Turning sharding on in production was more eventful than beta testing was, and our users found a small number of insufficiently tested code paths that we hadn’t hit ourselves. Typically these bugs emerged when a server process would crash at an inopportune time and leave data in a state we couldn’t automatically recover from. These issues largely centered around users signing up or joining a new workspaces — two things that we don’t personally do very often, and thus remained untested in our beta cluster. They also required that the product crash at a particular time and then retry an action — something we simply didn’t test.
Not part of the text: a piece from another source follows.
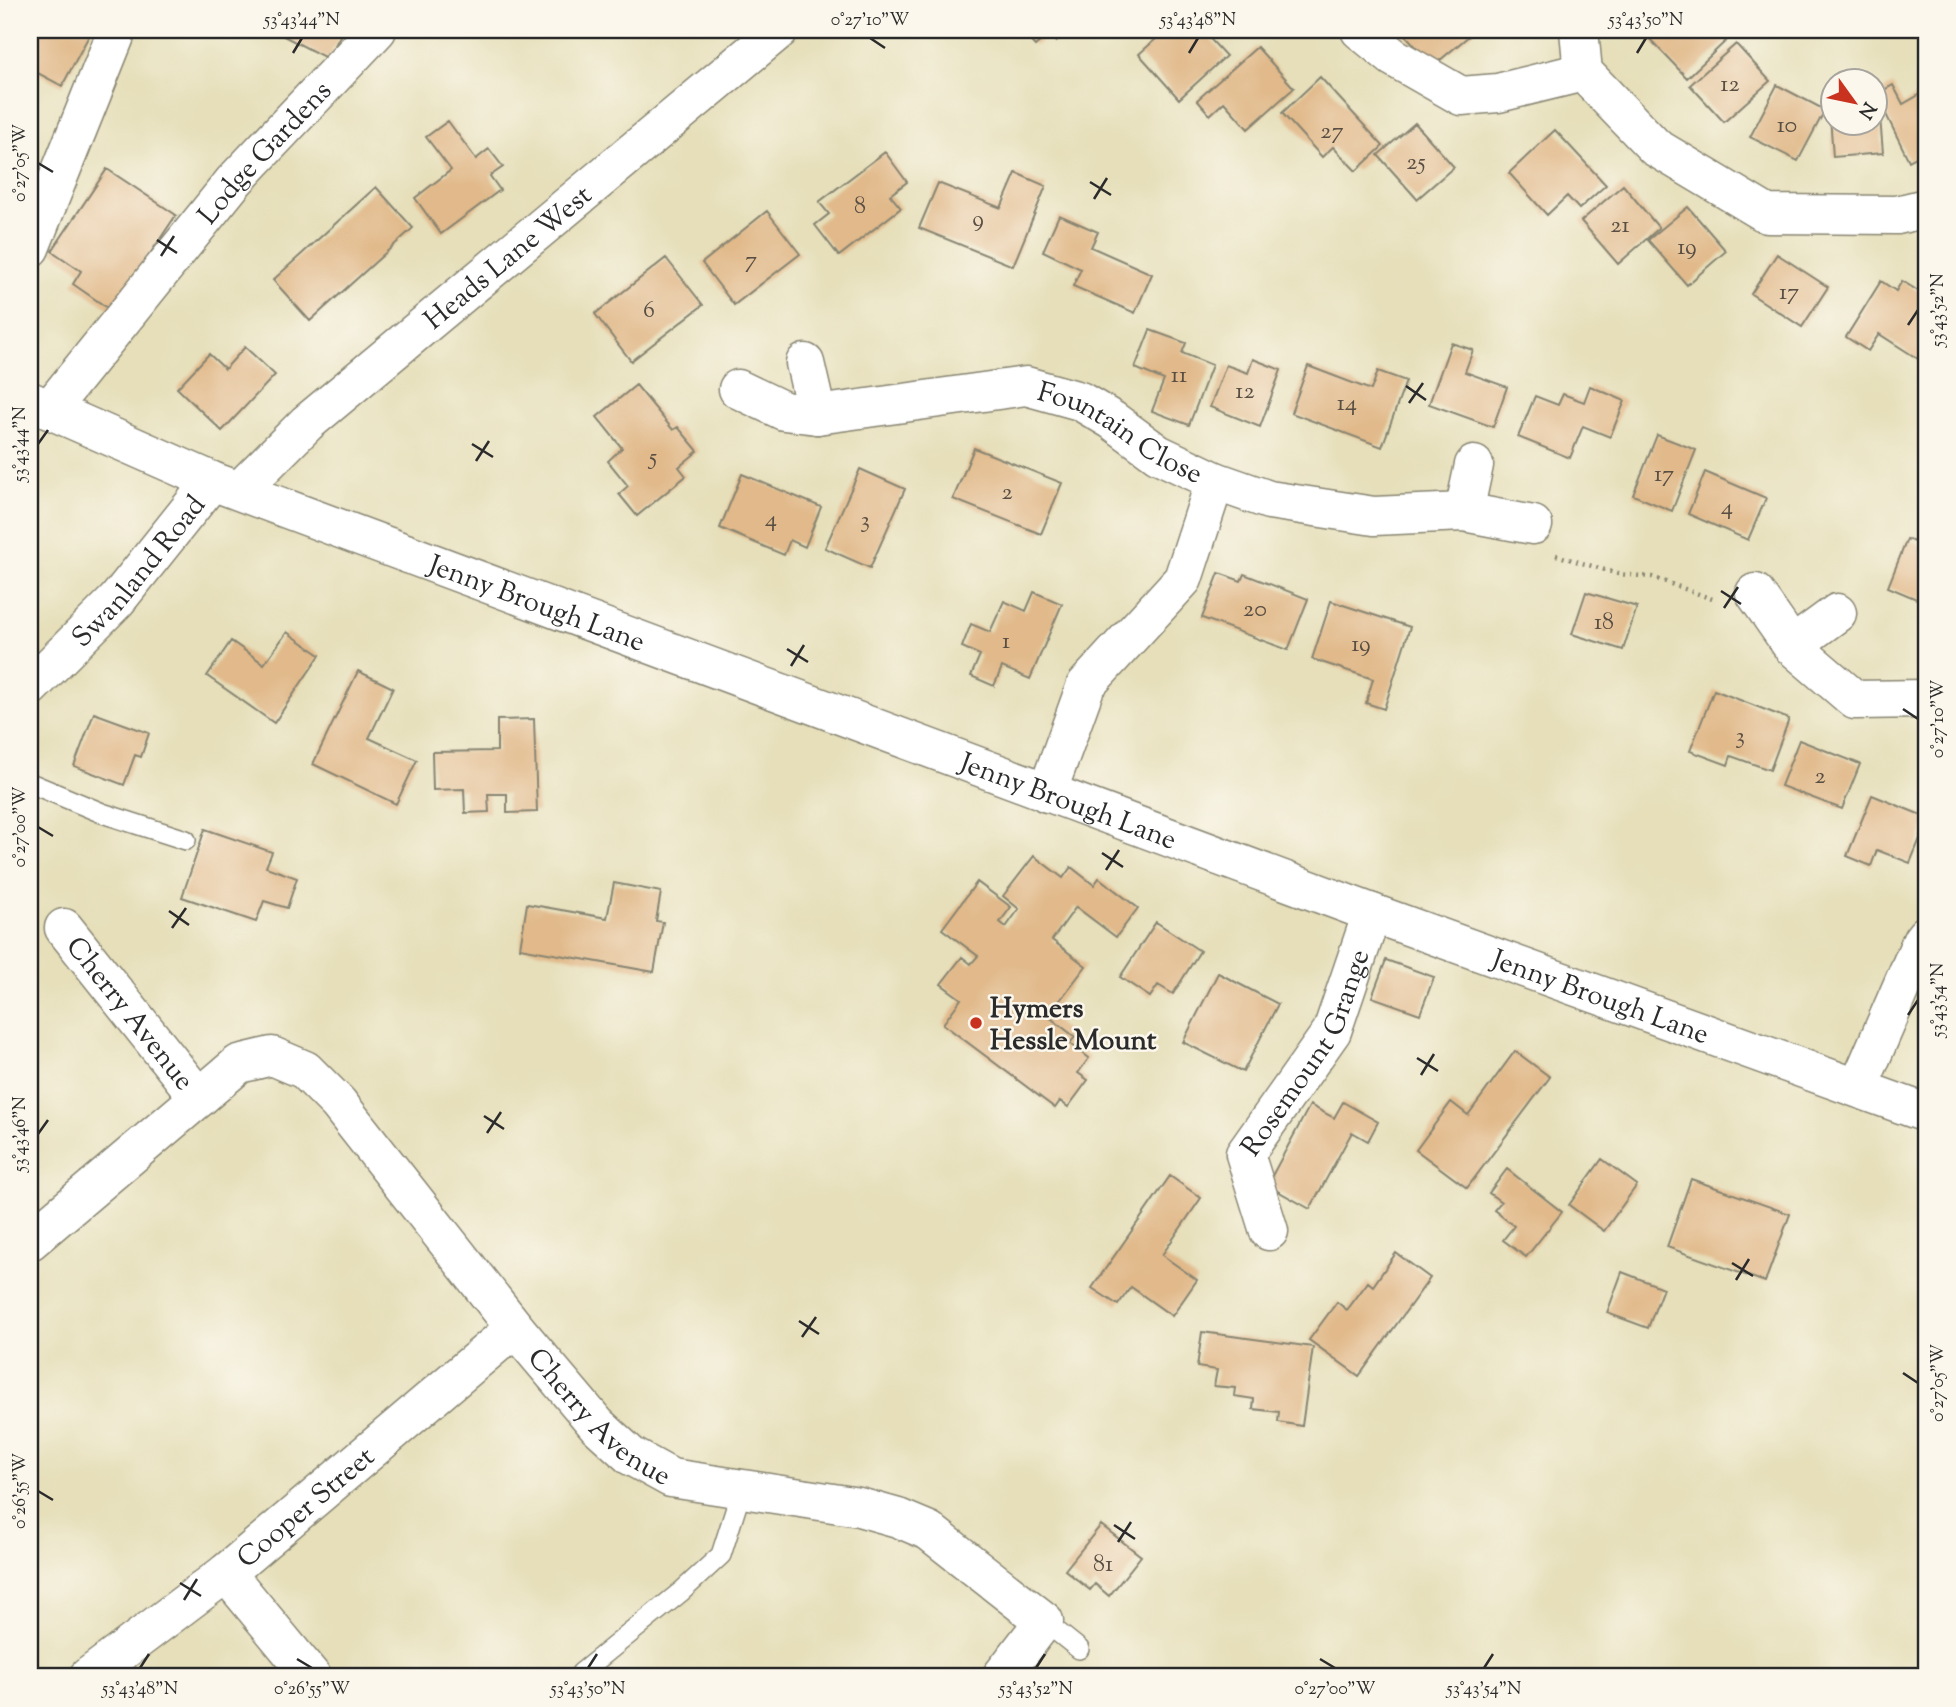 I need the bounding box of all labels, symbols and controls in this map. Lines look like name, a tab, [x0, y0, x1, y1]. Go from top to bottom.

A couple of weeks into migrations, we hit our only known problem with customer data. The scheduling scripts weren’t as robust as the migration scripts themselves, and they managed to schedule two simultaneous migrations for a single domain. Our migrations were scheduled as “move shard X to database Y”, and in particular, they would always be migrating from whatever database the shard happened to be on at the time. This meant that, once the first migration finished, the second migration was left trying to migrate shard X from database Y to database Y. Because of what we’d learned during our dogfooding, our migration script operated as
deleteRowsOnTargetDatabase() readRowsFromSourceDatabase() writeRowsToTargetDatabase()
The silver lining is that the migration deleted data from the new database incredibly quickly, and the shard was promptly unusable. This meant that users on the shard could not enter new data, so when we switched the shard to read off of the original database again, these users lost only their last few minutes of writes. We contacted the users in the workspace to let them know what had happened, fixed our scripts to refuse to ever migrate from a database to itself, and restarted the migrations.
Burn Rate Irony
As we continued migrations, we kept an eye on how quickly disk space was dropping on the primary database. We regularly made estimates of when we would run out of space and marked these on a calendar. If we could get the rate low enough that the run-out-of-space date was a decade in the future, we were done. After a few weeks the rate was down to half of where it started, but then it plateaued.
It seemed like the long tail of data was much fatter than we anticipated, and this meant that our current rate of migrating data wasn’t going to be good enough. We spun up more EC2 instances and started migrating more aggressively. When we checked back on the database a few couple of days later, we were using data even faster than we had been before. After the panic subsided, we realized that the migrations themselves used a fair amount of space for bookkeeping, and all of this space was being used on the primary database. Happily there was no requirement for where this bookkeeping should live. We updated our migrations to keep their metadata on a different database, and were rewarded by our burn rate plummeting.
Sharding is a lot of work, and you should put it off as long as you can. By delaying sharding you get to spend more time working on your app, and you accumulate technical debt that you may never need to pay off. Even if you eventually need to shard, the tradeoff is worthwhile.